In der traditionellen Partnerschaft zwischen den USA und Israel war diese offene Kritik aus Washington ohne Beispiel. Wütend ließ Netanjahu die Botschafter der an der UN-Entscheidung beteiligten Länder einbestellten – auch den Vertreter der USA – und attackierte Kerrys Rede mit den Worten, sein Land brauche keinen politischen Nachhilfeunterricht. Im Übrigen freue er sich auf die Zusammenarbeit mit Trump.

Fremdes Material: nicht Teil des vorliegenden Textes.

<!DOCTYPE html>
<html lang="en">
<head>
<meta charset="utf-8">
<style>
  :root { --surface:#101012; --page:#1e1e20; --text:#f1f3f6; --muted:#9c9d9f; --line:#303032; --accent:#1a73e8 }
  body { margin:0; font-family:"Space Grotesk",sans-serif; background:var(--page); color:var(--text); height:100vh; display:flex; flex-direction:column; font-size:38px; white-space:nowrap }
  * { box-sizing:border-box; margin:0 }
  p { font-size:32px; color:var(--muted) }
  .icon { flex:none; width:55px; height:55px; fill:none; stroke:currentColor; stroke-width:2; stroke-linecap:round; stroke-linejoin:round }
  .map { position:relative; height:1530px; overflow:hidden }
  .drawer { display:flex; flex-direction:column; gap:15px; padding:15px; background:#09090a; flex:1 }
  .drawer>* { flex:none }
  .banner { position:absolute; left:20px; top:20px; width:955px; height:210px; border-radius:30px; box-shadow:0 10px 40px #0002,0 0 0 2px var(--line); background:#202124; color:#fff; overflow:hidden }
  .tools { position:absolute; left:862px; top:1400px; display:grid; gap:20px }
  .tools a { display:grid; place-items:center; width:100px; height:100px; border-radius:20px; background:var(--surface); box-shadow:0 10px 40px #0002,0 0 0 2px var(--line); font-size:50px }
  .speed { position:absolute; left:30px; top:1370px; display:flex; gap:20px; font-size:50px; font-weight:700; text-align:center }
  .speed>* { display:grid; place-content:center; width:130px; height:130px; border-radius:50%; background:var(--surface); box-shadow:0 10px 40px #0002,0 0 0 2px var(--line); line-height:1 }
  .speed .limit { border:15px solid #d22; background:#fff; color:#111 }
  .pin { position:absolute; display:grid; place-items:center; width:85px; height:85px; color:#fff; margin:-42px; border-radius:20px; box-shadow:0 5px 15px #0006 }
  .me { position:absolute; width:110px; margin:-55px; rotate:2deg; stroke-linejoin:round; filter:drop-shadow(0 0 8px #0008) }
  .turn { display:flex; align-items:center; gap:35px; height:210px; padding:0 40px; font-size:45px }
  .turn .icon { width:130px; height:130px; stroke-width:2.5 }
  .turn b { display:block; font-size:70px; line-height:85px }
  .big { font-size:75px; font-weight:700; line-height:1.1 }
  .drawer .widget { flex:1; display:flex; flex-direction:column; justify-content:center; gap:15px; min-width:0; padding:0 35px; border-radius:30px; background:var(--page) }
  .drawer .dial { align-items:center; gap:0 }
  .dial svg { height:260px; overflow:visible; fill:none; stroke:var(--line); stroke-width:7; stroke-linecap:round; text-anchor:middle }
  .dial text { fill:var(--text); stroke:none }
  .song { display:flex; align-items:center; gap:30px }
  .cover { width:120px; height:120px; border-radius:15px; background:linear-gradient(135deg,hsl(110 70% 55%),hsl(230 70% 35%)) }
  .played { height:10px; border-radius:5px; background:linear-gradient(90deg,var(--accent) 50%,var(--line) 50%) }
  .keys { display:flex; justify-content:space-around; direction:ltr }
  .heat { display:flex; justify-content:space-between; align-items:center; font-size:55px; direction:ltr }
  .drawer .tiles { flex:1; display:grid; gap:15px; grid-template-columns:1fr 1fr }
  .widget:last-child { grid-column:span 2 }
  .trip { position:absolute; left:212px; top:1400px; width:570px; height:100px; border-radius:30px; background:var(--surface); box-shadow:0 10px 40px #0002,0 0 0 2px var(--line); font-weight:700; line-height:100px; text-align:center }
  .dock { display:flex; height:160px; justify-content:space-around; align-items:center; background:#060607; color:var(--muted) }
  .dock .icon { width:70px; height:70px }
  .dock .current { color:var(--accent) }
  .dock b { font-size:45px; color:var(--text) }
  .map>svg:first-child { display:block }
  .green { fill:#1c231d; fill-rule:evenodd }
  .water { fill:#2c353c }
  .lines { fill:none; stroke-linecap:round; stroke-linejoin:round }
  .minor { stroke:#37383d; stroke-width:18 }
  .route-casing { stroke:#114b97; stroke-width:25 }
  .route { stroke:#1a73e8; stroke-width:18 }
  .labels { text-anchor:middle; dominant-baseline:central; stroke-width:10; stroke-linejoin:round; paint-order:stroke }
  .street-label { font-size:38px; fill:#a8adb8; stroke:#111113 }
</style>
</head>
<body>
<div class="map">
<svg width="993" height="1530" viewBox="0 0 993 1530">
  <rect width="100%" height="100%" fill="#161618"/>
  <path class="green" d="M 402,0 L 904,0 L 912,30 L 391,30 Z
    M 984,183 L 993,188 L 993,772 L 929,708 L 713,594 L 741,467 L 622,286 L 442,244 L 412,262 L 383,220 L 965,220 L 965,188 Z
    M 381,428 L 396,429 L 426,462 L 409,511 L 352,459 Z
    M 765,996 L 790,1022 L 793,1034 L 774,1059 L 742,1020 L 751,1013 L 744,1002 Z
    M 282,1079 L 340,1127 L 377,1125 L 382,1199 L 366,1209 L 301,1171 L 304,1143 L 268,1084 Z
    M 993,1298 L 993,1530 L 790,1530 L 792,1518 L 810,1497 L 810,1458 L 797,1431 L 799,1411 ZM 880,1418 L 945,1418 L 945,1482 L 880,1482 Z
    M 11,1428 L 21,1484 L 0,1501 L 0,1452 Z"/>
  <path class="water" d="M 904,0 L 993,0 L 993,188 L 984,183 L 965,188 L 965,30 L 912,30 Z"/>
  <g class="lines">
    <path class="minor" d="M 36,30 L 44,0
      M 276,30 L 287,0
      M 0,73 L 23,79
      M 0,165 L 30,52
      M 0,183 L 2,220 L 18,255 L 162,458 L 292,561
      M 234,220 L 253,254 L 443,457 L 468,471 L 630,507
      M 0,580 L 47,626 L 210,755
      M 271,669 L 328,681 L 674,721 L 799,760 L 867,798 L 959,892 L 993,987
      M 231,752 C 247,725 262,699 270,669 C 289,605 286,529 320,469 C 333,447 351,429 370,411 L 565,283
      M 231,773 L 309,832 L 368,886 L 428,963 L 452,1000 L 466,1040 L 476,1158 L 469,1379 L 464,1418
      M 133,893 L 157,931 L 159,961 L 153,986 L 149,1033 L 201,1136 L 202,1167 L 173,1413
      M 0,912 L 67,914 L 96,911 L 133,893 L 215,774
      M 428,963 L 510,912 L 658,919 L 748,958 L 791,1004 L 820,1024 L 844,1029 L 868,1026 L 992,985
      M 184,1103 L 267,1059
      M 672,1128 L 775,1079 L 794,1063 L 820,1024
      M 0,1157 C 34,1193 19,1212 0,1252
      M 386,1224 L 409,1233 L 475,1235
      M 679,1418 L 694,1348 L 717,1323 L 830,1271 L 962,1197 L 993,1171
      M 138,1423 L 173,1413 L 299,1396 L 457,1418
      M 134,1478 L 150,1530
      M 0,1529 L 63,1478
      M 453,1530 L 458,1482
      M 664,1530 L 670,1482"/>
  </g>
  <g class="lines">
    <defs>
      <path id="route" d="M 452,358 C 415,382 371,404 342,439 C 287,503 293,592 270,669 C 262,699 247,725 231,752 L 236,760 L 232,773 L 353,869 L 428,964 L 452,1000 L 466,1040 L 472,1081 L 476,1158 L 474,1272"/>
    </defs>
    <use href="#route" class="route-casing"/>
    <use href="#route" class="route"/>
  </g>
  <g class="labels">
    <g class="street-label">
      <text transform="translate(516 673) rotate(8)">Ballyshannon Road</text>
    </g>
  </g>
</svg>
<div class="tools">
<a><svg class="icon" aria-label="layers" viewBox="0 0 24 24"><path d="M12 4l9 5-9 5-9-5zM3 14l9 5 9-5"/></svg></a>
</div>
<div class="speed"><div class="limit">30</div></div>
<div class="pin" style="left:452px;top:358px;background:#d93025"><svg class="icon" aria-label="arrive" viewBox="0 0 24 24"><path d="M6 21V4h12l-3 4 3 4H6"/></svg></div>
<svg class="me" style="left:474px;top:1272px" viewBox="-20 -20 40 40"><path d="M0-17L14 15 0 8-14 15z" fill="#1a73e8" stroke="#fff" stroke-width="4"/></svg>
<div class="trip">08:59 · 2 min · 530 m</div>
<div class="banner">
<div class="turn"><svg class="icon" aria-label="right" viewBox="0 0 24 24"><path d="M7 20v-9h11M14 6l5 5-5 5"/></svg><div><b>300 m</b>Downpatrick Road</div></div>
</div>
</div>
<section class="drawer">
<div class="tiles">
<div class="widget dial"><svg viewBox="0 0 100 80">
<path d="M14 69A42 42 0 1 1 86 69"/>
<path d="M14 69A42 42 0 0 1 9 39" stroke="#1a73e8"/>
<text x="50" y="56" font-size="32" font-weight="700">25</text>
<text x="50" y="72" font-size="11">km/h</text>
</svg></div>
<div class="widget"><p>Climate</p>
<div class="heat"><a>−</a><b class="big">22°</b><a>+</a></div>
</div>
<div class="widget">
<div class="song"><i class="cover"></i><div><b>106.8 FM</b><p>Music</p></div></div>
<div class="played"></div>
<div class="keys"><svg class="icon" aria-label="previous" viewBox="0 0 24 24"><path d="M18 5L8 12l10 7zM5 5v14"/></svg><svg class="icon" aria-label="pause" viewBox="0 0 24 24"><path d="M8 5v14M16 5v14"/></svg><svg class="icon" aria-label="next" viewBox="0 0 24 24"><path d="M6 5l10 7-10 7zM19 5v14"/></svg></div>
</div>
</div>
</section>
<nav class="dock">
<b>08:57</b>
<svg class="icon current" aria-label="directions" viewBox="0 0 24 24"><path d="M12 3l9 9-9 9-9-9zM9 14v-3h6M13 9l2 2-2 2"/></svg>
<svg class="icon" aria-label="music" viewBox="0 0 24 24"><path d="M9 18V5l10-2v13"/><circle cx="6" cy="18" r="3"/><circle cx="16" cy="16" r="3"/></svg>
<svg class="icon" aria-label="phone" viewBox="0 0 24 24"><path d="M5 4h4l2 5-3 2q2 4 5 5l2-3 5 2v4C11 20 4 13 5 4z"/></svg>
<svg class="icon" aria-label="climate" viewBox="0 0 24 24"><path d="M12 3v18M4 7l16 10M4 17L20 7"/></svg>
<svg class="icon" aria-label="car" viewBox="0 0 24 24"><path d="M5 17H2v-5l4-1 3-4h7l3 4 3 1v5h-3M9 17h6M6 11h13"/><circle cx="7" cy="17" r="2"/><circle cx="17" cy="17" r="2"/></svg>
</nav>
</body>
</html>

Der designierte Präsident riet Netanjahu unterdessen, er solle Obamas Manöver einfach ignorieren. Der 20. Januar komme immer näher, erklärte Trump: Israel solle bis dahin durchhalten. Trump hat einen ausgesprochen pro-israelischen Kurs angekündigt und will unter anderem die US-Botschaft in Israel von Tel Aviv nach Jerusalem verlegen lassen, was einer Anerkennung israelischer Ansprüche auf die Stadt gleichkäme. Damit hat der Kleinkrieg zwischen Obama und Trumps Nebenregierung einen neuen Höhepunkt erreicht. Am Ende sitze Trump aber am längeren Hebel, analysierte die „New York Times“: Der neue Präsident muss nur noch bis zum 20. Januar abwarten, um Obamas Forderung nach israelischen Zugeständnissen in den Mülleimer werfen.